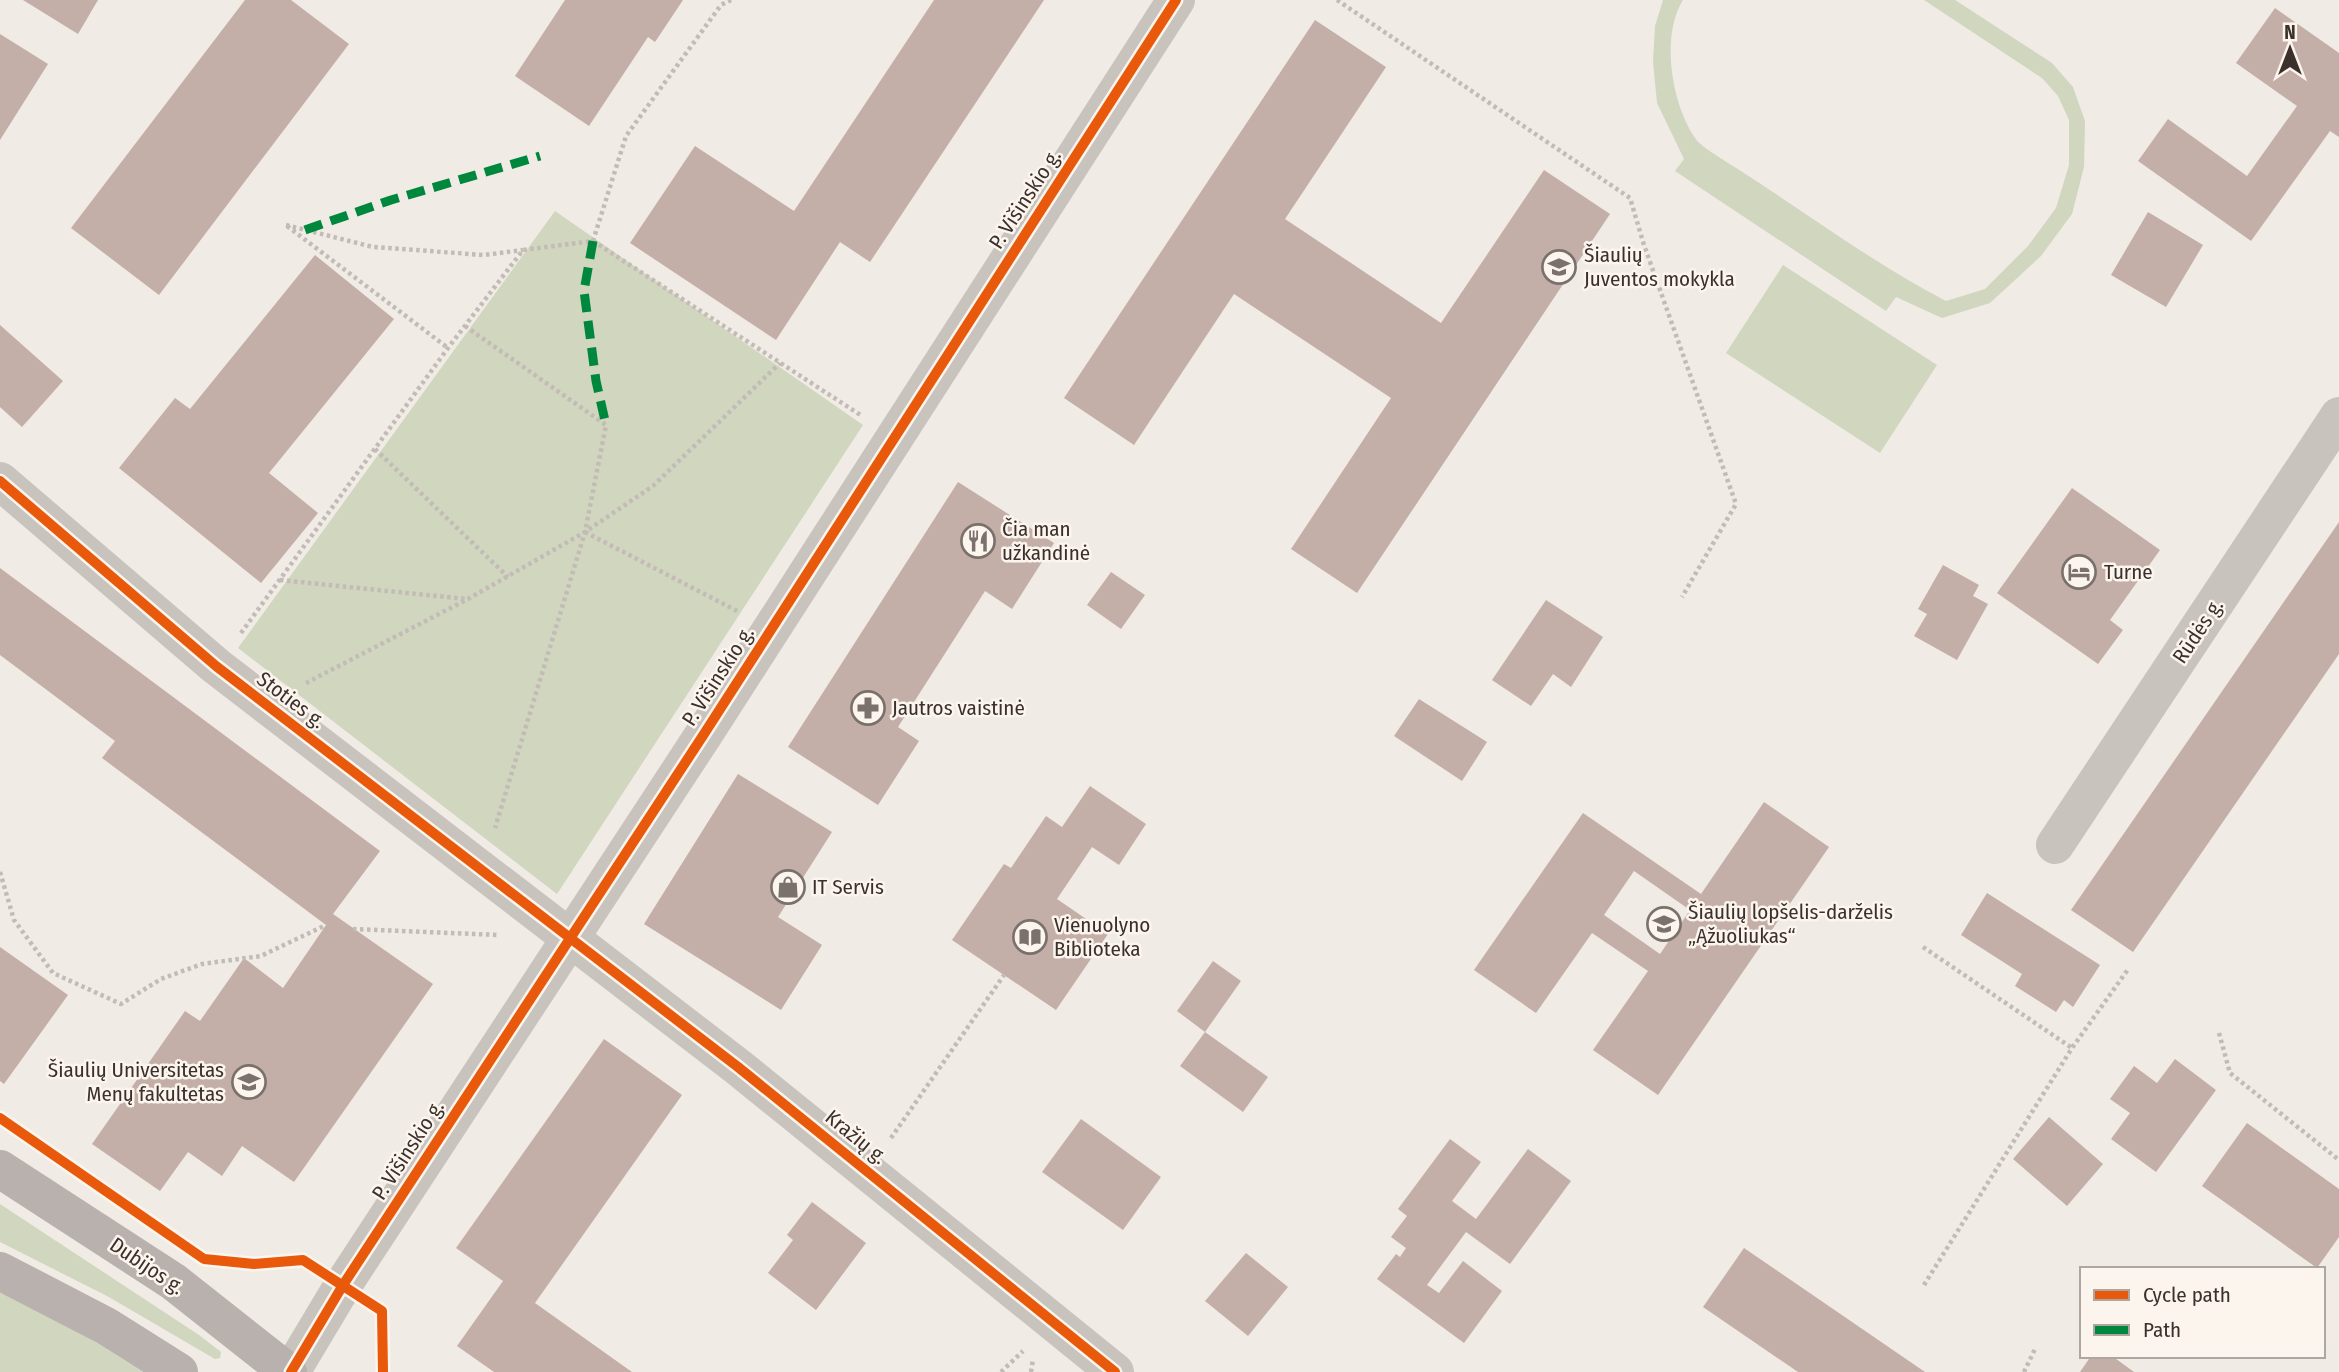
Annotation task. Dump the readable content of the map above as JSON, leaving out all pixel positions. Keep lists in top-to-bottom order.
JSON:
{
  "streets": {
    "main road": ["Dubijos g."],
    "street": [
      "P. Višinskio g.",
      "Rūdės g.",
      "Stoties g.",
      "Kražių g."
    ]
  },
  "crossings": [
    ["P. Višinskio g.", "Stoties g."],
    ["P. Višinskio g.", "Kražių g."],
    ["P. Višinskio g.", "Dubijos g."],
    ["Stoties g.", "Kražių g."]
  ],
  "places": {
    "school or university": ["Šiaulių Juventos mokykla", "Šiaulių lopšelis-darželis „Ąžuoliukas“", "Šiaulių Universitetas Menų fakultetas"],
    "restaurant": ["Čia man užkandinė"],
    "hotel": ["Turne"],
    "pharmacy": ["Jautros vaistinė"],
    "shop": ["IT Servis"],
    "library": ["Vienuolyno Biblioteka"]
  },
  "legend": ["Cycle path", "Path"],
  "north": "top"
}
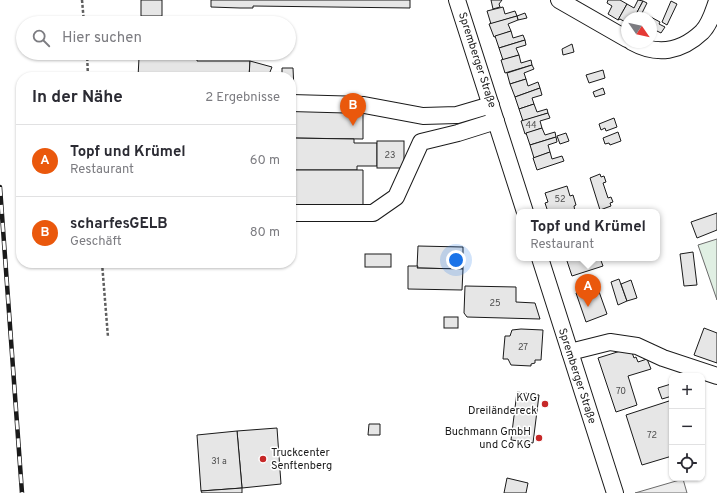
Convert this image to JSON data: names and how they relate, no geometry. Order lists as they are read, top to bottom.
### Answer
{
  "streets": {
    "street": ["Spremberger Straße"]
  },
  "places": ["KVG Dreiländereck", "Buchmann GmbH und Co KG", "Truckcenter Senftenberg"],
  "house_numbers": [
    "44",
    "23",
    "52",
    "25",
    "27",
    "70",
    "72",
    "31 a"
  ],
  "north": "bottom right",
  "page": {
    "search": "Hier suchen",
    "heading": ["In der Nähe", "2 Ergebnisse"],
    "pins": ["B", "A"],
    "list": [
      {
        "mark": "A",
        "name": "Topf und Krümel",
        "note": "Restaurant",
        "value": "60 m"
      },
      {
        "mark": "B",
        "name": "scharfesGELB",
        "note": "Geschäft",
        "value": "80 m"
      }
    ],
    "popup": ["Topf und Krümel", "Restaurant"],
    "map_buttons": ["+", "−"]
  }
}
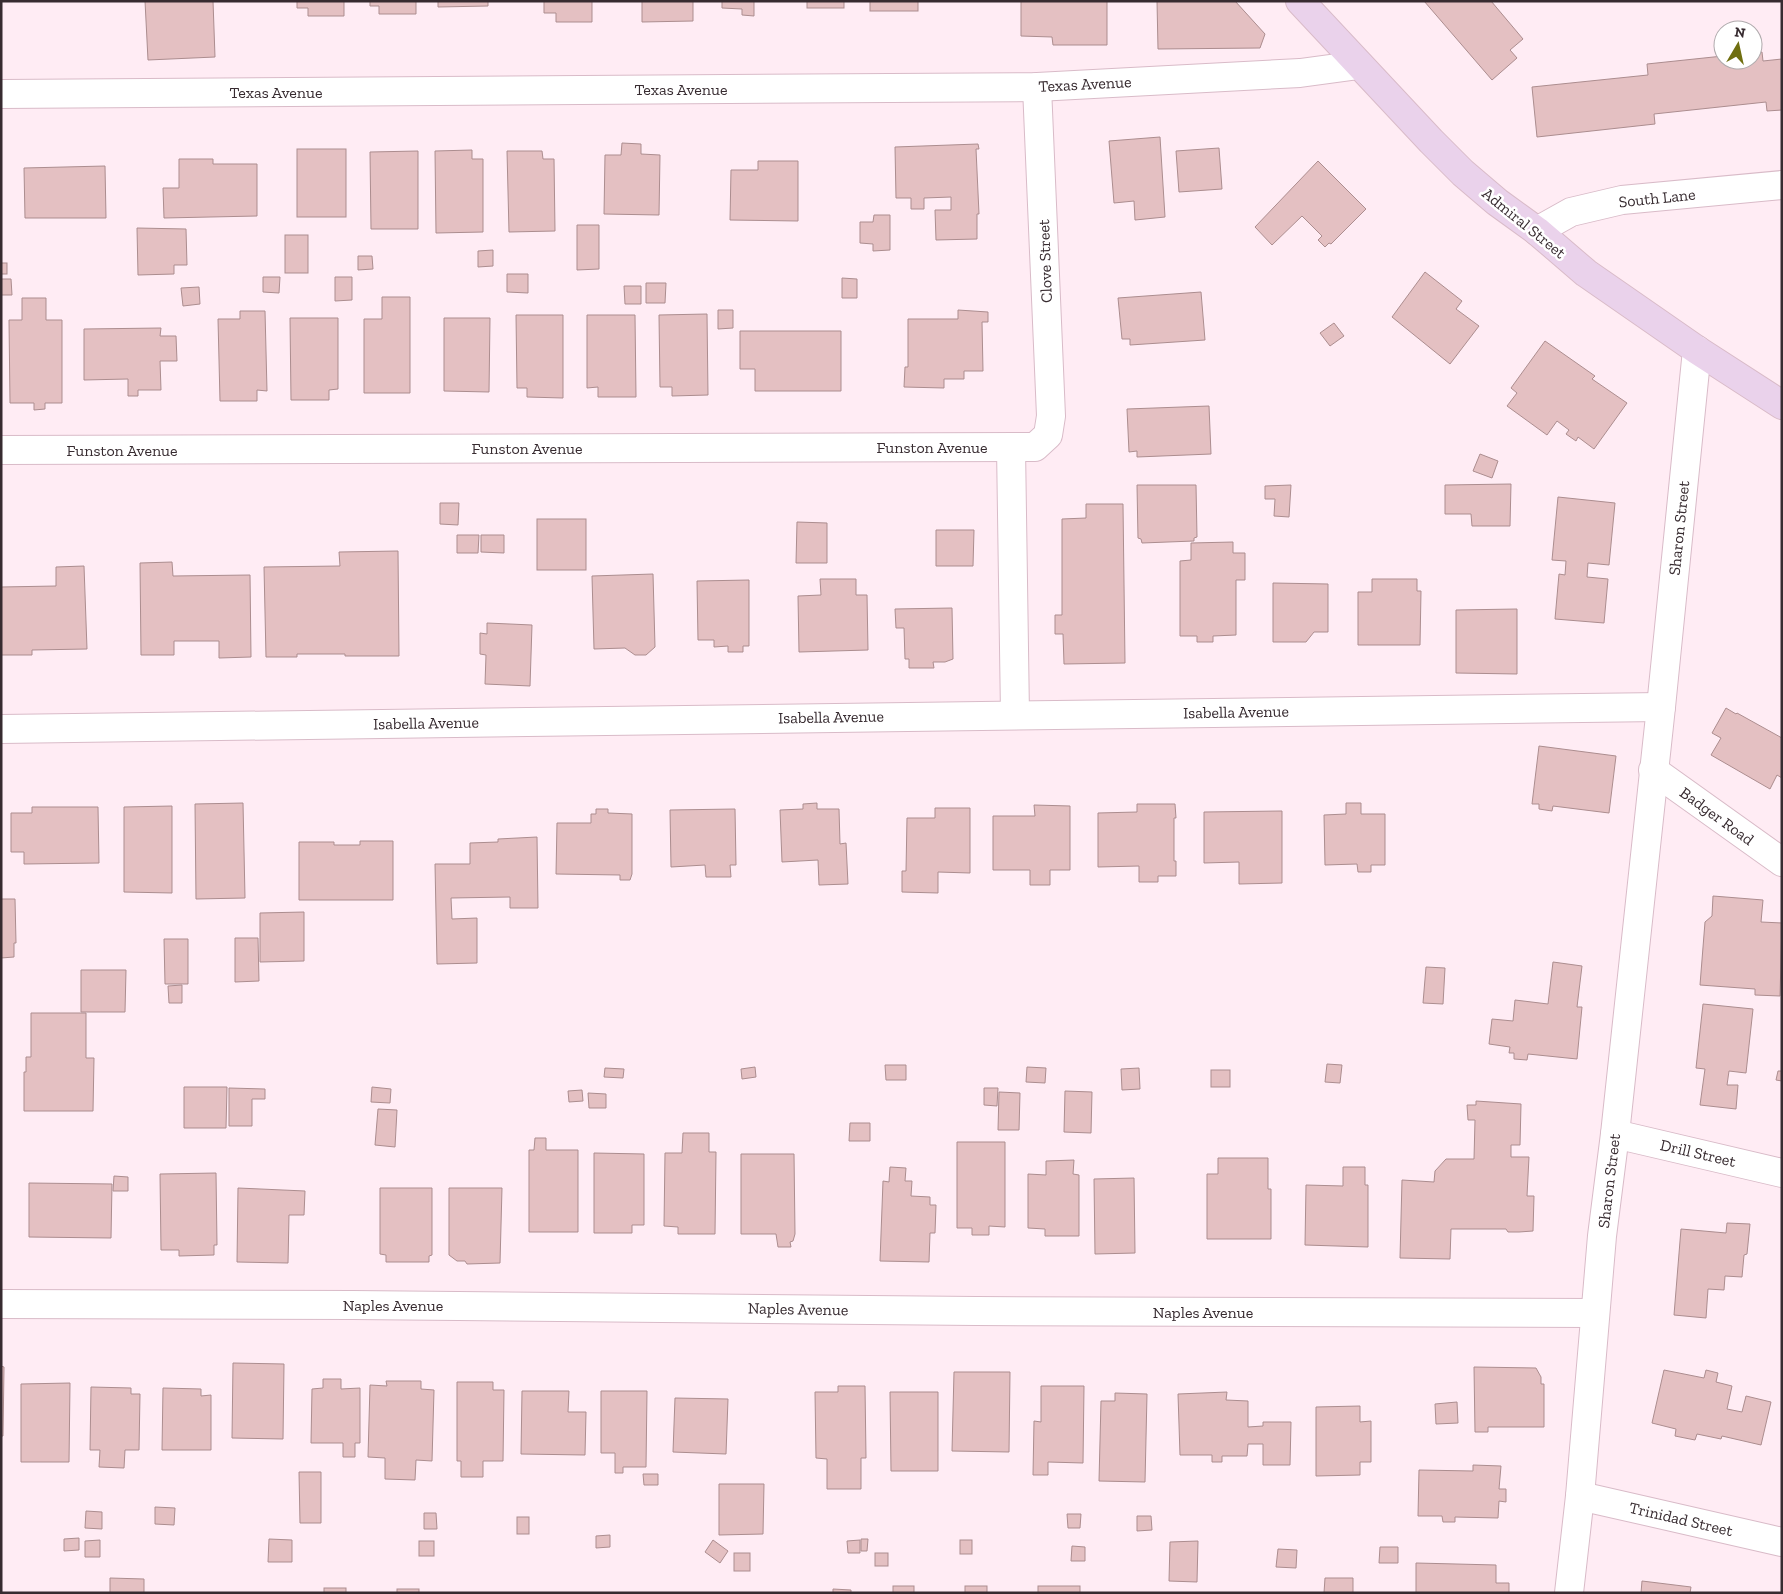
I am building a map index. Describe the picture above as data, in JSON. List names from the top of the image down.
{
  "streets": {
    "main road": ["Admiral Street"],
    "street": [
      "Texas Avenue",
      "South Lane",
      "Clove Street",
      "Funston Avenue",
      "Sharon Street",
      "Isabella Avenue",
      "Badger Road",
      "Drill Street",
      "Naples Avenue",
      "Trinidad Street"
    ]
  },
  "crossings": [
    ["Texas Avenue", "Admiral Street"],
    ["Texas Avenue", "Clove Street"],
    ["South Lane", "Admiral Street"],
    ["Admiral Street", "Sharon Street"],
    ["Clove Street", "Funston Avenue"],
    ["Sharon Street", "Isabella Avenue"],
    ["Sharon Street", "Badger Road"],
    ["Sharon Street", "Drill Street"],
    ["Sharon Street", "Naples Avenue"],
    ["Sharon Street", "Trinidad Street"]
  ],
  "north": "top"
}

☆ ☆ ☆ ☆ ☆

• [What is required]: Copy, word for word, the line that contains "I am building" and every line after it through the end of the records, and nothing else.

• [Solved exercise]:
I am building a map index. Describe the picture above as data, in JSON. List names from the top of the image down.
{
  "streets": {
    "main road": ["Admiral Street"],
    "street": [
      "Texas Avenue",
      "South Lane",
      "Clove Street",
      "Funston Avenue",
      "Sharon Street",
      "Isabella Avenue",
      "Badger Road",
      "Drill Street",
      "Naples Avenue",
      "Trinidad Street"
    ]
  },
  "crossings": [
    ["Texas Avenue", "Admiral Street"],
    ["Texas Avenue", "Clove Street"],
    ["South Lane", "Admiral Street"],
    ["Admiral Street", "Sharon Street"],
    ["Clove Street", "Funston Avenue"],
    ["Sharon Street", "Isabella Avenue"],
    ["Sharon Street", "Badger Road"],
    ["Sharon Street", "Drill Street"],
    ["Sharon Street", "Naples Avenue"],
    ["Sharon Street", "Trinidad Street"]
  ],
  "north": "top"
}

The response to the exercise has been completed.